You mean it falls on anyone that tries to compete with a model. There's a random 10^25 FLOPS compute rule in there. The B300 does 2500-3750 TFLOPS at fp16. 200 of these can hit that compute number in 6 months, which means that in a few years time pretty much every model is going to hit that.
And if somebody figures out fp8 training then it would only take 10 of these GPUs to hit it in 6 months.
The copyright rule and having to disclose what was trained on also means that it will be impossible to have enough training data for an EU model. And this even applies to people that make the model free and open weights.
I don't see how it is possible for any European AI model to compete. Even if these restrictions were lifted it would still push away investors because of the increased risk of stupid regulation.

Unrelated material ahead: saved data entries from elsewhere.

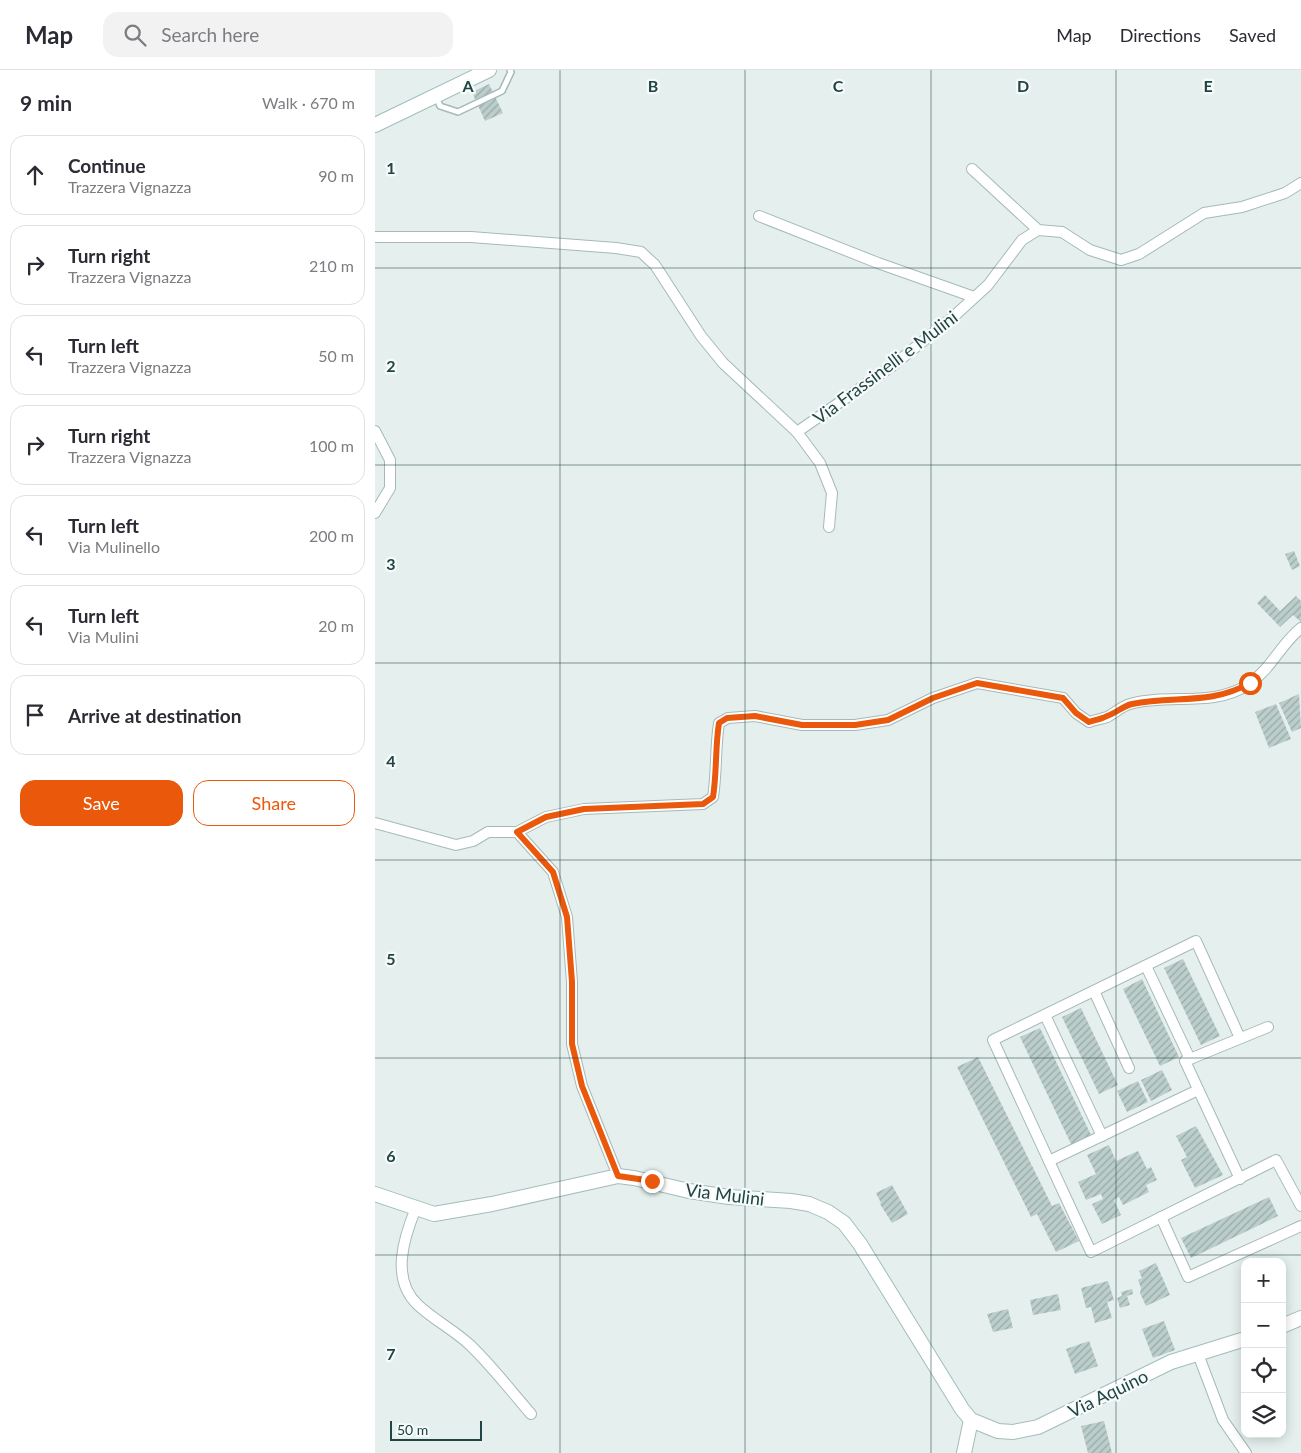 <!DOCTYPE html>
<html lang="en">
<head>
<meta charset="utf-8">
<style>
  :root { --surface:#fff; --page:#f2f2f3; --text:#2b2b33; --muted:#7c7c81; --line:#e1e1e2; --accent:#ea580c }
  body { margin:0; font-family:Lato,sans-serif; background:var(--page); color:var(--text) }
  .controls { position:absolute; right:15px; bottom:15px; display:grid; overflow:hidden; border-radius:10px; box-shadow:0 2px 12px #0003 }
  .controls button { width:45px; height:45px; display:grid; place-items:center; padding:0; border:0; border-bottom:1px solid var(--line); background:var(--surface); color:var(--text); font:25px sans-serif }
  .scale { position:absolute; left:15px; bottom:12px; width:92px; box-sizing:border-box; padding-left:5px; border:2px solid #214444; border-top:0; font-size:14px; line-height:18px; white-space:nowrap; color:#214444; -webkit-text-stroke:4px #f6fbfa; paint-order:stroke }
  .stop { position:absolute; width:15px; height:15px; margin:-11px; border:4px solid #ea580c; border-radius:50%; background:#fff }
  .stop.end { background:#ea580c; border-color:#fff; box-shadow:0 1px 5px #0008 }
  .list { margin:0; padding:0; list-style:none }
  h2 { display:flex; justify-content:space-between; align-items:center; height:65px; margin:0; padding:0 20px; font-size:21px }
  h2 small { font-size:16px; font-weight:400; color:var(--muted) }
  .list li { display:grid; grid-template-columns:32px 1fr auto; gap:15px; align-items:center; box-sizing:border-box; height:80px; margin:0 10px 10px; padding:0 10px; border:1px solid var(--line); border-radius:15px }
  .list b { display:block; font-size:19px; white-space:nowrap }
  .list p { margin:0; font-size:16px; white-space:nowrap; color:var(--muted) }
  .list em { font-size:16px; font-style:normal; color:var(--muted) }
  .actions { display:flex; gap:10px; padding:15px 20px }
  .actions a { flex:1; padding:11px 0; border:1px solid var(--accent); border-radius:15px; text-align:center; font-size:18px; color:var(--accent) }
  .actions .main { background:var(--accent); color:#fff }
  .icon { flex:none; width:28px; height:28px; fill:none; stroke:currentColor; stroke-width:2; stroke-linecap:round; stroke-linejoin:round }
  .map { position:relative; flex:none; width:926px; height:1383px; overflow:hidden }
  header { display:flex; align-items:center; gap:30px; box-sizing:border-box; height:70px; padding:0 25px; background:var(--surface); border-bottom:1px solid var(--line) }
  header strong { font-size:24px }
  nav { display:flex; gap:28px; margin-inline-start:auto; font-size:18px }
  .search { width:350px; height:45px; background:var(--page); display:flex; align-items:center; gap:12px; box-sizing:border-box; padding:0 18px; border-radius:15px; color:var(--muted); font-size:19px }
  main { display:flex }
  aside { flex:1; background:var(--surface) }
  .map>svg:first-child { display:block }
  .building { fill:url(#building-hatch) }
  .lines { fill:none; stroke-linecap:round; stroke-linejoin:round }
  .lane-casing { stroke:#a6b9b8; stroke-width:8 }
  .street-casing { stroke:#a6b9b8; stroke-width:12 }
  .secondary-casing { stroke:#a1bdbc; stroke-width:16 }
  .lane { stroke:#fff; stroke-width:5 }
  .street { stroke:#fff; stroke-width:10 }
  .secondary { stroke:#fff; stroke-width:14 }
  .route { stroke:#ea580c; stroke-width:6 }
  .grid { fill:none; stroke:#214444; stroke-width:1; stroke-opacity:0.55 }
  .labels { text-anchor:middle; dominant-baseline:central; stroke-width:4.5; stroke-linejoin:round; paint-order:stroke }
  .street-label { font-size:18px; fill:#214444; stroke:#f6fbfa }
  .grid-label { font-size:16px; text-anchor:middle; font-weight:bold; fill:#214444; stroke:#f6fbfa; stroke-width:4.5; stroke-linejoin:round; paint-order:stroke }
</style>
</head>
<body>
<header>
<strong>Map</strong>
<div class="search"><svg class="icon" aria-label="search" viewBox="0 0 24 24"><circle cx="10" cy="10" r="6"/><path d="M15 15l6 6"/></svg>Search here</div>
<nav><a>Map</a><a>Directions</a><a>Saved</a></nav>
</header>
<main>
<aside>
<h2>9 min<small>Walk · 670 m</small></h2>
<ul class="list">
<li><svg class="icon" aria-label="ahead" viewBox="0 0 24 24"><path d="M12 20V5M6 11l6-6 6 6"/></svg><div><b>Continue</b><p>Trazzera Vignazza</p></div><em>90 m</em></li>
<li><svg class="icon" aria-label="right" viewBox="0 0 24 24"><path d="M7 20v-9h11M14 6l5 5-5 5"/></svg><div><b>Turn right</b><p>Trazzera Vignazza</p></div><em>210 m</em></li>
<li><svg class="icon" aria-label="left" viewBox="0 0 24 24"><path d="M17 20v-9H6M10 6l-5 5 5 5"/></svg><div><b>Turn left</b><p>Trazzera Vignazza</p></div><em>50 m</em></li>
<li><svg class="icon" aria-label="right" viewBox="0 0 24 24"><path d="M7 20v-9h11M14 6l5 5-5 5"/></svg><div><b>Turn right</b><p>Trazzera Vignazza</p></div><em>100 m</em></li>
<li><svg class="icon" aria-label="left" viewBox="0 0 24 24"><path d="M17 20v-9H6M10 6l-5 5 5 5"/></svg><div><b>Turn left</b><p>Via Mulinello</p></div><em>200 m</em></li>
<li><svg class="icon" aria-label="left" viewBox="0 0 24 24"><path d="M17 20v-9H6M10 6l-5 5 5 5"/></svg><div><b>Turn left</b><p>Via Mulini</p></div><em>20 m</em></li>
<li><svg class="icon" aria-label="arrive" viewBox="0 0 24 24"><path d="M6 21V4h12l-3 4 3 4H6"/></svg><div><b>Arrive at destination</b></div></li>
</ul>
<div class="actions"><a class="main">Save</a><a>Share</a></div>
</aside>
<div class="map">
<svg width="926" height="1383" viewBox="0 0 926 1383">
  <defs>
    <pattern id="building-hatch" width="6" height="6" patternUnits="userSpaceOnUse" patternTransform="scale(1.25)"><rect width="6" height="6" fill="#bccecb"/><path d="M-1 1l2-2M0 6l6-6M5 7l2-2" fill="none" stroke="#98a9a6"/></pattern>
  </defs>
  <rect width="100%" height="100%" fill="#e5f0ee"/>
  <!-- building -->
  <g class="building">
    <polygon points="114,14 128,43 110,51 97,22"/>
    <polygon points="919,481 925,496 917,500 910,484"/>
    <polygon points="890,525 905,541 921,526 926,531 926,552 918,545 905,557 882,533"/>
    <polygon points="924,624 926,658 917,662 904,633"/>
    <polygon points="901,634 916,669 894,678 880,642"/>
    <polygon points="808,889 845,966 826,975 789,898"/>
    <polygon points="767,909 804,987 785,996 748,919"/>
    <polygon points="706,938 743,1015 724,1024 687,947"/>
    <polygon points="665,958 717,1067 697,1076 645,967"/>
    <polygon points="603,987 677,1136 684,1133 704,1171 681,1182 662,1144 656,1147 582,997"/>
    <polygon points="787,1000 797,1020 776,1031 766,1010"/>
    <polygon points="763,1011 773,1032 752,1042 742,1021"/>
    <polygon points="821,1056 848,1105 820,1118 806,1090 812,1087 801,1066"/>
    <polygon points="734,1075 741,1091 763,1081 772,1099 776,1097 782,1110 771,1115 774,1122 748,1135 744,1127 739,1130 746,1145 727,1154 717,1134 728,1129 726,1124 711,1130 703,1112 721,1104 712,1085"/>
    <polygon points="517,1115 533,1144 517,1153 505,1134 506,1133 501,1123"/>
    <polygon points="894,1127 903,1146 816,1188 806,1168"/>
    <polygon points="781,1193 795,1225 771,1236 765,1223 766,1218 763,1210 767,1208 764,1201"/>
    <polygon points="733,1211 739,1230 732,1232 737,1248 720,1253 716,1237 711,1238 706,1218"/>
    <polygon points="757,1219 758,1224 752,1226 755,1235 745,1238 742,1228 747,1226 746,1222"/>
    <polygon points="683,1224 686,1240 658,1245 655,1230"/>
    <polygon points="633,1239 638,1258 618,1262 612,1244"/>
    <polygon points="789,1251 800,1280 778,1288 767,1259"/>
    <polygon points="714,1271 723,1296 700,1304 691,1279"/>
    <polygon points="729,1351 737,1383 713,1383 706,1356"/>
  </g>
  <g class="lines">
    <defs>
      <polyline id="lane" points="61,26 65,36 83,42 127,21 136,2 135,0"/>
      <g id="street">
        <polyline points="597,99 663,160"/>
        <polyline points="384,146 503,193 599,227"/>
        <polyline points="0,167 96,167 241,178 266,182 280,195 326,266 348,293 422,362 517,296 577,248 613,215 647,170 663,160 687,162 715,180 746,190 764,184 829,143 867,137 910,123 926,113"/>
        <polyline points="0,361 15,390 15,418 0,443"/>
        <polyline points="422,362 445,393 457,423 454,457"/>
        <path d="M0 753 81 775 98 771 113 762H142L171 747 209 739 328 734 338 727C342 702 340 678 344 653L353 648 380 646 427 655H480L513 650 558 628 602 613 688 628 701 643 714 652C720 650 726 649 732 647 740 643 747 636 755 634 795 623 838 638 874 614 896 599 906 574 926 558"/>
        <polyline points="142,762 178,802 192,847 197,912 197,974 207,1016 243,1106"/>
        <polyline points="771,896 815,989"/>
        <polyline points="719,921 754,998"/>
        <polyline points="670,945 727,1066"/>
        <polyline points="865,968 821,871 618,970 716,1182 901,1090 926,1136"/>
        <polyline points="674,1091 823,1020"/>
        <polyline points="865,1109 810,991 893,957"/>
        <path d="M41 1138C29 1167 15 1209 43 1235 59 1250 79 1260 95 1275 117 1296 136 1321 156 1344"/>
        <polyline points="786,1147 813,1207 926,1156"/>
        <polyline points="823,1284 848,1350 871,1383"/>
      </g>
      <g id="secondary">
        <polyline points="0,55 114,0"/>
        <polyline points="0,1124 59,1144 117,1134 243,1106 259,1108 314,1121 354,1127 416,1131 434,1134 453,1142 469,1153 485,1174 587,1339 596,1350 623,1361 638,1362 663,1357 796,1292 870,1269"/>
        <polyline points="907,1256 926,1248"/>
        <polyline points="589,1383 596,1350"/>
      </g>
    </defs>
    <!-- lane casing -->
    <use href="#lane" class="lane-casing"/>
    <!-- street casing -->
    <use href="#street" class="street-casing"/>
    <!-- secondary casing -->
    <use href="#secondary" class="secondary-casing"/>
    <!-- lane -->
    <use href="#lane" class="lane"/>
    <!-- street -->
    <use href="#street" class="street"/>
    <!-- secondary -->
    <use href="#secondary" class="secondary"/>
  </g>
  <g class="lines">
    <!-- route -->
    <path class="route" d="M277 1111 243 1106 207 1016 197 974V912L192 847 178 802 142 762 171 747 209 739 328 734 338 727C342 702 340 678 344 653L352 648 380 646 427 655H480L513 650 558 628 602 613 688 628 701 643 714 652C720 650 727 649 732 646 741 643 748 636 757 634 800 625 834 636 875 613"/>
  </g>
  <!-- grid -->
  <path class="grid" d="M185 0V1383M370 0V1383M556 0V1383M741 0V1383M0 198H926M0 395H926M0 593H926M0 790H926M0 988H926M0 1185H926"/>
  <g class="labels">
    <!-- street labels -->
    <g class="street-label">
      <text transform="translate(510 297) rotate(-37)">Via Frassinelli e Mulini</text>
      <text transform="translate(350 1124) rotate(7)">Via Mulini</text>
      <text transform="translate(733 1323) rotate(-26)">Via Aquino</text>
    </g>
  </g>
  <g class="grid-label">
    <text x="93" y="22">A</text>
    <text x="278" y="22">B</text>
    <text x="463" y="22">C</text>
    <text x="648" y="22">D</text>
    <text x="833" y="22">E</text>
    <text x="16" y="104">1</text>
    <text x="16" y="302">2</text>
    <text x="16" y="500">3</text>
    <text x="16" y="697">4</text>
    <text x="16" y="895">5</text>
    <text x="16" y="1092">6</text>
    <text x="16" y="1290">7</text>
  </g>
</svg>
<div class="controls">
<button>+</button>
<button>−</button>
<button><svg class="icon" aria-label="locate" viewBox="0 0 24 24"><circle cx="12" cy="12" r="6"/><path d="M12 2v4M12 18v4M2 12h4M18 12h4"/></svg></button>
<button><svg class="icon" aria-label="layers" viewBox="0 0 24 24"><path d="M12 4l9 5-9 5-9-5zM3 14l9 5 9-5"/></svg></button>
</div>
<div class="scale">50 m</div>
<div class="stop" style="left:875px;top:613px"></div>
<div class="stop end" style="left:277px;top:1111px"></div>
</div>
</main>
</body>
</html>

> It's not an excuse. Anybody with half a working brain should've been able to tell that this was going to happen. You can't regulate a field in its infancy and expect it to ever function.
As I said, the core of the AI act was written about supervised ML, not generative ML, as generative ML wasn't as big a deal pre Chat GPT.
> You mean it falls on anyone that tries to compete with a model. There's a random 10^25 FLOPS compute rule in there. The B300 does 2500-3750 TFLOPS at fp16. 200 of these can hit that compute number in 6 months, which means that in a few years time pretty much every model is going to hit that.
As I also said, the foundation model stuff (including this flops thing) is incredibly stupid. I agree with you on this, but my point is that the core of the AI act was supposed to cover the ML systems built since approx 2010.
> The copyright rule and having to disclose what was trained on also means that it will be impossible to have enough training data for an EU model. And this even applies to people that make the model free and open weights.
Again, you're talking about generative stuff (makes sense given the absurdly misleading name now) whereas I'm talking about the original AI act, which I read well before ChatGPT happened.
The training data thing is a tradeoff, like copyright is far too invasive (IMO) and it's good to be able to use this information for other purposes. However, I personally would be super worried about an ML team that couldn't tell me what data went into their model. Like, the data is core to all ML/AI approaches so that lack of understanding would make me very sceptical of any performance claims.
Lets be real, the AI companies don't want to say what's in their models because of the rampant copyright infringement, not because of any technical incapability.
What kind of apps do you people use that are so dangerous? Does the computer zap you if you misuse the app or what?